Wednesday, January 1, 2014

24 Hours to an Album

The new year is upon us, and that means it is the final day of my "deadline". Call it a self-fulfilling prophecy, or just call it too much for one month (during the holidays). Either way, looking back, through these posts, much progress has been made since the first iteration of the mixdowns. So with 12 hours left (approximately), let's see where we stand.

The master tracks are set up with the 5 band EQ that Anthony described earlier, and a simple insert chain on the stereo out channel. The critical part of the EQ setup was where the bands crossover. I found that adjusting the crossover between all the mid bands played a big role in which aspects of the mixes stood out. Adjust the mid/mid-high crossover too wide and the crunch of the guitars disappears, too narrow and the mix gets muddy. It will still need some fine tuning.
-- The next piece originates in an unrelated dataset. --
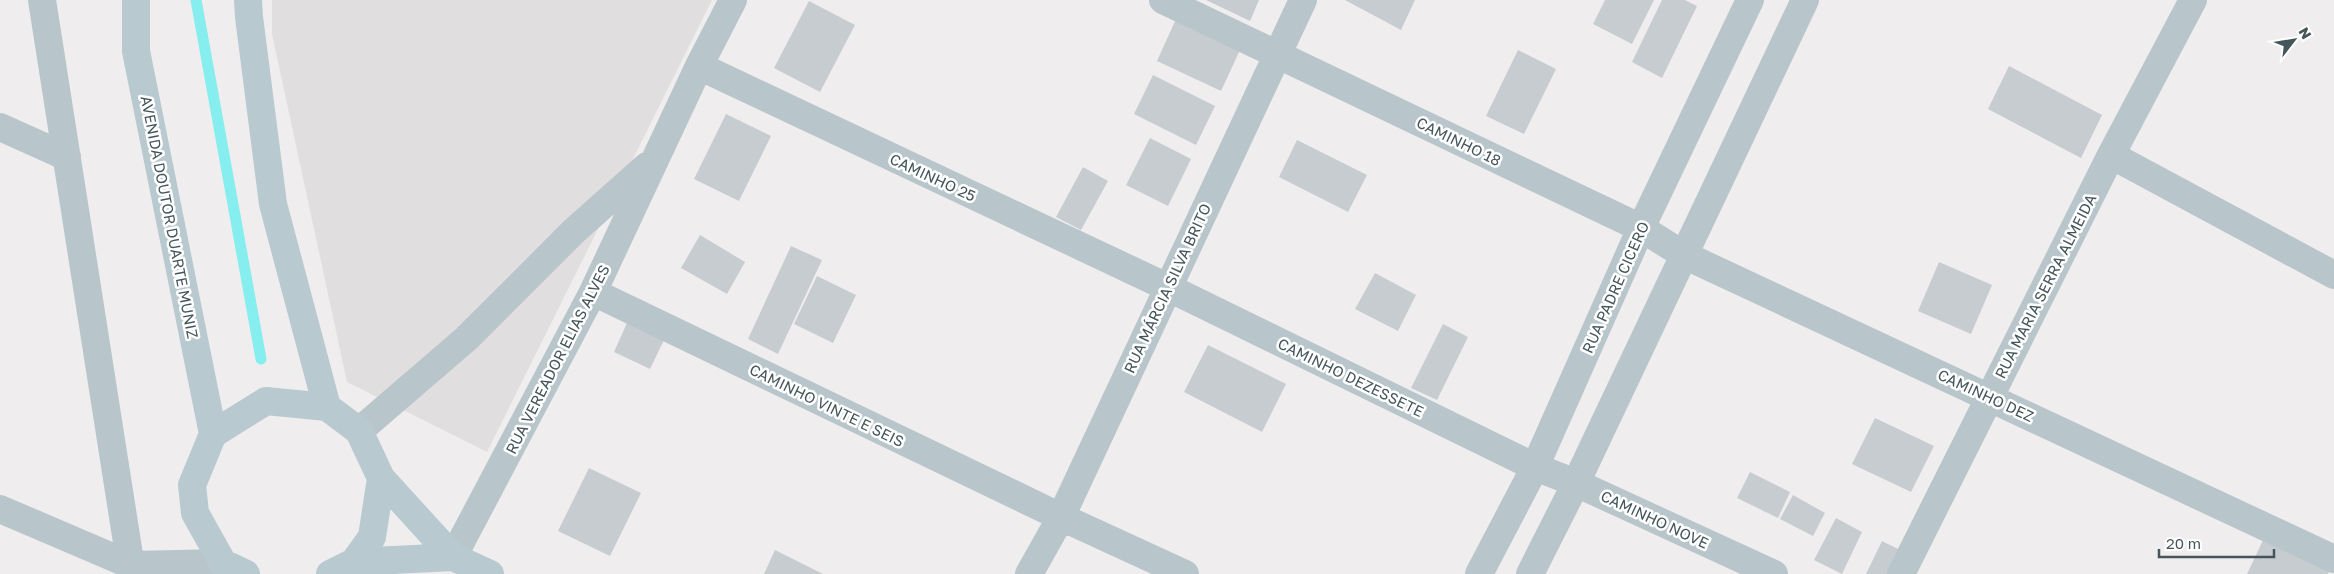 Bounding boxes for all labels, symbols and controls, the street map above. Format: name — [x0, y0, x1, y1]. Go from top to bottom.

The insert chain of the stereo out channel, consists of Slate Virtual Console, UAD Pultec EQ, Izotope Ozone 5, and Slate FG-X compressor. The Virtual Console adds nice saturation and drive to the mix. I used the Pultec EQ to add some broad EQ bumps (very minimal), and just that insert being in there with neutral EQ adds a bit of presence. The Ozone 5 plugin has a few different modules, but I only use the harmonic exciter, Post-EQ, and stereo imaging. The slate FG-X compressor / maximizer is the last plugin in the chain, and is ultimately responsible for compressing and leveling the entire mix. I really like this plugin because it lets you push the mix pretty hard without distortion or that pumping over compression sound you hear on some albums. As you can see from the picture, I have the setting pretty modest to start. I've been trying to get everything sounding loud and punchy without having to turn the big "gain" knob up past 5. After doing a few variations of the settings and EQ on the masters, I compared the mixes to other metal bands I normally listen to. If you really listen, you can hear the vast differences between all the commercial mixes out there. I could also hear, doing some quick A-B tests, where my masters fall short. It is mostly in the upper mids where there is some presence lacking. I turned to the Isotope Post EQ to take a look at where my frequency band is "lacking". On the spectrum, my mix is in light green, and the frequency band of another commercial metal band, I actually don't remember who, is in purple. The red line is the EQ curve applied. Notice at the ends there are two sharp low and high brickwall EQ cuts. These are set at 30Hz and 18Khz respectively, and this is mainly because there isn't any important musical information at these frequencies. You can see that the other mix did the same on the high side. There are two small dips where I heard some muddy sounding frequencies. For the most part, the curves are right there together, but then there is a separation around 2.5Khz through to the end. That is the upper mids that need some work. Its one thing to hear the difference, and its a beautiful thing to SEE that difference. I now know where my focus should be on these masters.
So moving forward, I found the weak spot in the masters, and identified the weakness in the mixes with the snare drum. All in all, I think it was a productive month. Hopefully this last bit doesn't take the rest of this month. Happy New Year!